**Prompt:**
Exactly reproduce the line that contains "Quick job: Parse" and all lines after it in the entries below, through the very last line.

**Raw data:**
=== Begin Enclosure ===
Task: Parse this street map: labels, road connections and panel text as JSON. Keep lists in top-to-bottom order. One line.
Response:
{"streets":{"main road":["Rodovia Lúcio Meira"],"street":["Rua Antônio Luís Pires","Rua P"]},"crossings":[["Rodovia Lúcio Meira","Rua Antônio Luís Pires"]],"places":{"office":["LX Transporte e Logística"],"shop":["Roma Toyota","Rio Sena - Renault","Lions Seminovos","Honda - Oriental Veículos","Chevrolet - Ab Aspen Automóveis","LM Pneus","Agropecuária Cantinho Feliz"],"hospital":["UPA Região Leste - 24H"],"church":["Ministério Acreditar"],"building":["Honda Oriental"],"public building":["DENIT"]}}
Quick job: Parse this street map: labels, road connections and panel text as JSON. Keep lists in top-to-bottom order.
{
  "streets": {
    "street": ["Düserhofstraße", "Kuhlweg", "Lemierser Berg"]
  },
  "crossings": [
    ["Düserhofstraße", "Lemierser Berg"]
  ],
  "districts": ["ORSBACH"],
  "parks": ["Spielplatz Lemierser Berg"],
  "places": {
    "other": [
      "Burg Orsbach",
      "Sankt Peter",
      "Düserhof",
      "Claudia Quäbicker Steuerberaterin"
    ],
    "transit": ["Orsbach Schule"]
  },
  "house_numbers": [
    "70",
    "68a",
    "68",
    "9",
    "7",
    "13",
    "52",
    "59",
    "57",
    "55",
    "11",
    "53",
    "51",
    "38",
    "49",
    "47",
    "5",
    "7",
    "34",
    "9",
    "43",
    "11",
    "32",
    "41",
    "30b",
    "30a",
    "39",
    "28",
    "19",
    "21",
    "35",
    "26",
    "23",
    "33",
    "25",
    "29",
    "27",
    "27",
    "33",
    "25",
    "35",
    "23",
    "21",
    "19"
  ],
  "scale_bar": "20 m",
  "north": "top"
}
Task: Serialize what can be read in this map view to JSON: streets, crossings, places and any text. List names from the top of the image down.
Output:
=== End Enclosure ===
**Exercise output:**
Quick job: Parse this street map: labels, road connections and panel text as JSON. Keep lists in top-to-bottom order.
{
  "streets": {
    "street": ["Düserhofstraße", "Kuhlweg", "Lemierser Berg"]
  },
  "crossings": [
    ["Düserhofstraße", "Lemierser Berg"]
  ],
  "districts": ["ORSBACH"],
  "parks": ["Spielplatz Lemierser Berg"],
  "places": {
    "other": [
      "Burg Orsbach",
      "Sankt Peter",
      "Düserhof",
      "Claudia Quäbicker Steuerberaterin"
    ],
    "transit": ["Orsbach Schule"]
  },
  "house_numbers": [
    "70",
    "68a",
    "68",
    "9",
    "7",
    "13",
    "52",
    "59",
    "57",
    "55",
    "11",
    "53",
    "51",
    "38",
    "49",
    "47",
    "5",
    "7",
    "34",
    "9",
    "43",
    "11",
    "32",
    "41",
    "30b",
    "30a",
    "39",
    "28",
    "19",
    "21",
    "35",
    "26",
    "23",
    "33",
    "25",
    "29",
    "27",
    "27",
    "33",
    "25",
    "35",
    "23",
    "21",
    "19"
  ],
  "scale_bar": "20 m",
  "north": "top"
}
Task: Serialize what can be read in this map view to JSON: streets, crossings, places and any text. List names from the top of the image down.
Output:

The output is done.